Maximal Ideals of $R\times S$ are either of the form $A \times S$, where $A$ is maximal in $R$, or of the form $R\times B$, where $B$ is maximal in $S$. I started by assuming $U$ is maximal in $R \times S$, then $(R\times S)/U$ is a field, which means $((r,s)+U)((r',s')+U)=1+U$, where $(r,s)$,$(r',s') \in R\times S$. Then we get $(rr'-1,ss'-1)\in U$. After this, I have no idea where to go, and how to use the assumption that $U$ is maximal.

Answer 1

Jacob's comment pretty much says it all, but here's the details:

Suppose $U$ contained neither all of $R=R\times \{0\}$ nor $S=\{0\}\times S$. Then we could pick nonzero elements $(r,0) \in R$ and $(0,s)\in S$, neither of which is in $U$, and then $$(r+U)(s+U)=rs+U=(0,0)+U$$ But of course a field does not contain zero-divisors. So $U$ must contain all of $R$ or all of $S$. Using the fact an ideal is maximal if and only if the quotient ring is a field, you can now easily show that the ideal $U$ is of the required form.

Answer 2

Prove that if $R_1, \dots, R_n$ are rings, then the ideals of

$$R_1 \times \dots \times R_n$$

are all of the form

$$\mathcal{I}=\mathcal{I}_1 \times \dots \times \mathcal{I}_n$$

where $\mathcal{I}_i \subseteq R_i$ is an ideal. [Hint: consider what happens when you multiply the ideal on the left by $(1,0,\dots,0), (0,1,\dots,0),\dots$.]

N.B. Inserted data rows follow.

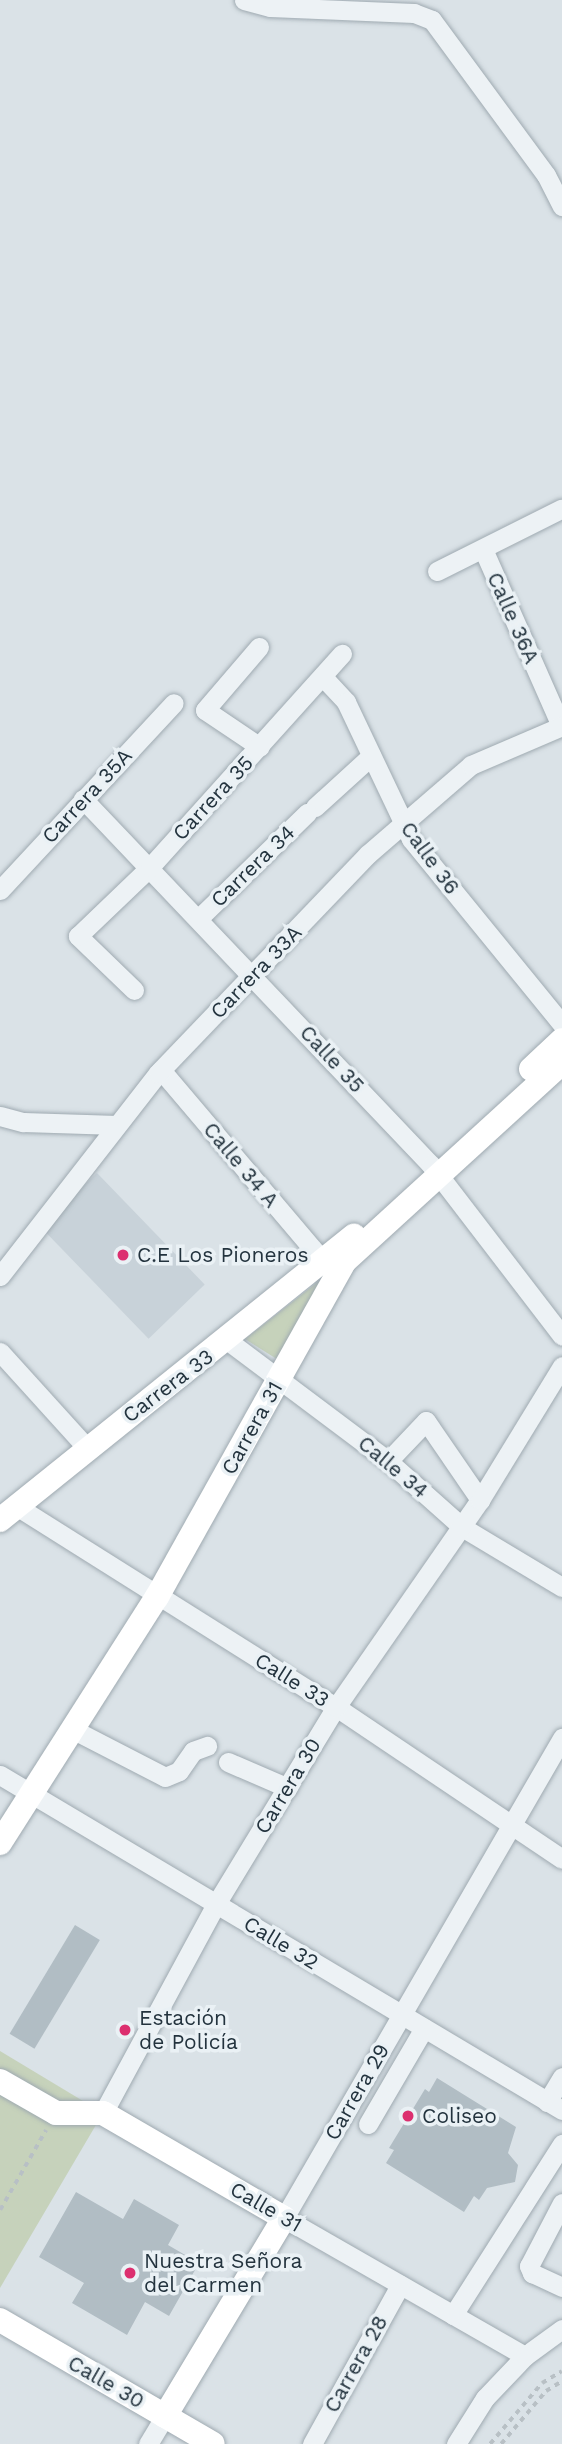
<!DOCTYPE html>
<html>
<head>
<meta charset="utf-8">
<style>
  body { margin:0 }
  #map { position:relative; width:562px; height:2444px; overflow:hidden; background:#dae2e7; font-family:"Work Sans",sans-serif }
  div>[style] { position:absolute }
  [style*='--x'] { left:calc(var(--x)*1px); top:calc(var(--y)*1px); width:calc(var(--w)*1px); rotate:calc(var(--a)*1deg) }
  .built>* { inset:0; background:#c8d2d9; transform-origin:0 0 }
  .green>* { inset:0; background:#c6d2bb }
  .building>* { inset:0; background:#b1bdc4; transform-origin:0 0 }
  .path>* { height:3.5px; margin-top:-1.75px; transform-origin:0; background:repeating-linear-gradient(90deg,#b8c0c5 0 5px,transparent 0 10px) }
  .roads { filter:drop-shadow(0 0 2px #9faab1) drop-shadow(0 0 2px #9faab1) }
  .minor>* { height:19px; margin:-9.5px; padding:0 9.5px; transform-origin:9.5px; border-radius:9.5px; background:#edf2f5 }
  .major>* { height:24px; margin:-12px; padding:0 12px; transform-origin:12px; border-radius:12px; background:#fff }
  .dots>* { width:19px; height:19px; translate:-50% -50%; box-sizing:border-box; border:4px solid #eaf1f5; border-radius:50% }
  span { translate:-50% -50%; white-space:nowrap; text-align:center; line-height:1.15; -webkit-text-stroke:7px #eaf1f5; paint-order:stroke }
  .street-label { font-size:21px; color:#23333e }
  .poi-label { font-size:21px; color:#23333e }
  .left { translate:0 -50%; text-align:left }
</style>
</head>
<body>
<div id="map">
  <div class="built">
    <div style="left:97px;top:1173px;width:155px;height:78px;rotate:46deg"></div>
  </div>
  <div class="green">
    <div style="clip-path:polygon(324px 1277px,280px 1361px,245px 1339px)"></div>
    <div style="clip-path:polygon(0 2051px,103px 2113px,0 2288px)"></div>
  </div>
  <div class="building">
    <div style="left:75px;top:1925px;width:29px;height:127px;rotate:31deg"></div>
    <div style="clip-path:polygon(437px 2078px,516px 2127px,508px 2153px,518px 2165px,515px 2182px,487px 2188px,479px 2200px,474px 2196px,464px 2212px,386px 2163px,394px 2150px,389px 2148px,425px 2089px,429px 2092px)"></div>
    <div style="clip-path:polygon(76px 2192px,123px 2219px,134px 2199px,179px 2225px,168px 2245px,199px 2263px,169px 2316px,145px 2302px,127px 2335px,72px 2303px,84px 2283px,39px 2257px)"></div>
  </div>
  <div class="path">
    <div style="--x:0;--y:2210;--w:92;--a:-60.1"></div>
    <div style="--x:490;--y:2444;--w:80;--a:-49.6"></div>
    <div style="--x:542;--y:2383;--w:23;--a:-31"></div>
    <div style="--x:501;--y:2444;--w:70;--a:-49.7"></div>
    <div style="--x:546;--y:2391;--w:19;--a:-32"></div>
  </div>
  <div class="roads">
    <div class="minor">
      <div style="--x:244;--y:0;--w:27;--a:15"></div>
      <div style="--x:270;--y:7;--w:144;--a:2.4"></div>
      <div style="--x:414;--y:13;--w:19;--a:21"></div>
      <div style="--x:432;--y:20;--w:192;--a:53.7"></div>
      <div style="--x:546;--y:175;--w:35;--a:63"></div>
      <div style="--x:483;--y:549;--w:193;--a:66.2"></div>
      <div style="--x:437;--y:571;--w:139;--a:-26.6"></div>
      <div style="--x:259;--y:647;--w:83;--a:130.6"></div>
      <div style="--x:205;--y:710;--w:66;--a:33.9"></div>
      <div style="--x:323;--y:677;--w:34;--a:47"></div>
      <div style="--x:346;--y:702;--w:152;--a:64.6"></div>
      <div style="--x:411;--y:839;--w:239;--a:50.8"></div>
      <div style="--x:83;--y:799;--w:505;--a:46.44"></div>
      <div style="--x:431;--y:1165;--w:215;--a:52.5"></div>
      <div style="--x:315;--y:807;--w:76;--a:-42.3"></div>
      <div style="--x:0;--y:890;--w:255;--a:-47.1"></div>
      <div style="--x:199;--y:918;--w:151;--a:-44.2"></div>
      <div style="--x:134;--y:990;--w:78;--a:-136"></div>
      <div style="--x:78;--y:936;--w:100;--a:-43.8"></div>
      <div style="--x:150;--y:867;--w:287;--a:-48"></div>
      <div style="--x:161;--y:1070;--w:249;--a:49.7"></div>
      <div style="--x:0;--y:1116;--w:24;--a:15"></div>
      <div style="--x:23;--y:1122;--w:94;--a:1.8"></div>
      <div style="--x:0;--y:1276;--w:257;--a:-52.1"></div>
      <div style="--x:158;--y:1073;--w:303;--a:-46.2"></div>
      <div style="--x:368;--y:854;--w:136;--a:-40.8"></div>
      <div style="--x:471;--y:765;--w:99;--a:-23.2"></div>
      <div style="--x:227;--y:1340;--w:201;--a:36.9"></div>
      <div style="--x:388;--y:1461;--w:99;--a:41.7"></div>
      <div style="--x:462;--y:1527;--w:117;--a:31"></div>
      <div style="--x:0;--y:1352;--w:130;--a:47.8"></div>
      <div style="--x:388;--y:1461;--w:55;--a:-46.5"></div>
      <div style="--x:426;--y:1421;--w:96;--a:55.6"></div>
      <div style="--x:18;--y:1507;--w:376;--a:32.2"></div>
      <div style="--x:336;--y:1707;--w:272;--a:33.9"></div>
      <div style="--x:74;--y:1730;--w:102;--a:27.3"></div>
      <div style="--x:165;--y:1777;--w:15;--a:-23"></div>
      <div style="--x:179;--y:1771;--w:24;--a:-55"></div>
      <div style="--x:193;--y:1751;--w:15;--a:-20"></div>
      <div style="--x:228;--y:1762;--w:65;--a:23.4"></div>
      <div style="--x:0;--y:1775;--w:654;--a:30.8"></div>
      <div style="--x:547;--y:2102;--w:29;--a:-59"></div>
      <div style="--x:103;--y:2113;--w:238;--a:-61.6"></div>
      <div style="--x:216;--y:1904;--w:231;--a:-58.7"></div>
      <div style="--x:336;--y:1707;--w:252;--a:-55.2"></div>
      <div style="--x:480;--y:1500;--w:157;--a:-58.5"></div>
      <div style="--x:368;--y:2124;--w:111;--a:-59.7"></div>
      <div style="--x:562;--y:2203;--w:71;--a:117.6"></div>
      <div style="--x:529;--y:2266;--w:8;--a:67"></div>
      <div style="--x:532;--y:2273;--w:33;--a:25"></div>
      <div style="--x:453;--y:2315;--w:203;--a:-57.5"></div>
      <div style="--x:525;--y:2356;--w:278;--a:-150.2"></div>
      <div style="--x:284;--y:2218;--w:555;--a:-59.92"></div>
      <div style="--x:148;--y:2444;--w:33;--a:-59"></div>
      <div style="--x:312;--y:2444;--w:182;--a:-61"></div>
      <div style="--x:456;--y:2444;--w:54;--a:-57.8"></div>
      <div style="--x:485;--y:2398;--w:58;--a:-46.4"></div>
      <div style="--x:525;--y:2356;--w:46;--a:-36.1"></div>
    </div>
    <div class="major">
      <div style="--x:531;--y:1069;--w:42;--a:-43.1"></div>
      <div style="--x:0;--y:1520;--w:454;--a:-38.8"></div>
      <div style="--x:0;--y:1843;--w:292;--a:-57.5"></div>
      <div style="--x:157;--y:1597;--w:385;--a:-60.8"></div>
      <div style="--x:345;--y:1261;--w:294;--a:-42.4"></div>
      <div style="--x:0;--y:2081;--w:64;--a:29.7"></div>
      <div style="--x:56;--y:2113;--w:47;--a:0"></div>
      <div style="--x:103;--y:2113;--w:209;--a:30.1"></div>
      <div style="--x:284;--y:2218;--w:231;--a:121"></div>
      <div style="--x:0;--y:2320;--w:246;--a:30.2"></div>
    </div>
  </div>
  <div class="dots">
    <div style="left:123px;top:1255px;background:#dc2f6f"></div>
    <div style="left:125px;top:2030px;background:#dc2f6f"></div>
    <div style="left:408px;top:2116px;background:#dc2f6f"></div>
    <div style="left:130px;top:2273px;background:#dc2f6f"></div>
  </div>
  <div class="street-label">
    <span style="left:513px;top:618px;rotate:66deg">Calle 36A</span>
    <span style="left:87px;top:796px;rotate:-47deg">Carrera 35A</span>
    <span style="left:213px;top:798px;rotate:-47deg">Carrera 35</span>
    <span style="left:430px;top:858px;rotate:54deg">Calle 36</span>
    <span style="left:253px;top:866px;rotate:-44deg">Carrera 34</span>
    <span style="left:256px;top:972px;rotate:-46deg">Carrera 33A</span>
    <span style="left:332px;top:1059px;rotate:47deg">Calle 35</span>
    <span style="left:241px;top:1165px;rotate:50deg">Calle 34 A</span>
    <span style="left:168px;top:1386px;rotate:-37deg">Carrera 33</span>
    <span style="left:252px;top:1428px;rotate:-61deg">Carrera 31</span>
    <span style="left:393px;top:1467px;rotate:40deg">Calle 34</span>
    <span style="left:292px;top:1680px;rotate:32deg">Calle 33</span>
    <span style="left:288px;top:1786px;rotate:-59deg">Carrera 30</span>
    <span style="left:281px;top:1943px;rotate:31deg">Calle 32</span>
    <span style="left:357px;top:2092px;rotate:-60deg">Carrera 29</span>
    <span style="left:266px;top:2207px;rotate:30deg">Calle 31</span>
    <span style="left:356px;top:2364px;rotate:-61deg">Carrera 28</span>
    <span style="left:106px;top:2382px;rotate:30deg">Calle 30</span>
  </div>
  <div class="poi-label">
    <span class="left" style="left:137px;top:1255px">C.E Los Pioneros</span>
    <span class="left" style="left:139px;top:2030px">Estación<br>de Policía</span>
    <span class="left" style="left:422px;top:2116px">Coliseo</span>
    <span class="left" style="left:144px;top:2273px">Nuestra Señora<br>del Carmen</span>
  </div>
</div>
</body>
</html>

Suppose that $\mathcal{I}$ is such that more than one of the $\mathcal{I}_i$'s is different from $R_i$; then we can replace one of these $\mathcal{I}_i$'s with $R_i$ and get an ideal properly containing $\mathcal{I}$. Hence a maximal ideal has all $\mathcal{I}_i$'s but one equal to $R_i$. It is clear that the one $\mathcal{I}_i$ with $\mathcal{I}_i \neq R_i$ is also maximal.

Note: it is no longer true for infinite products of rings. For instance $\prod_{i=1}^\infty \mathbb{Z}/2\mathbb{Z}$ has uncountably many maximal ideals but only countably many maximal ideals of the form just described.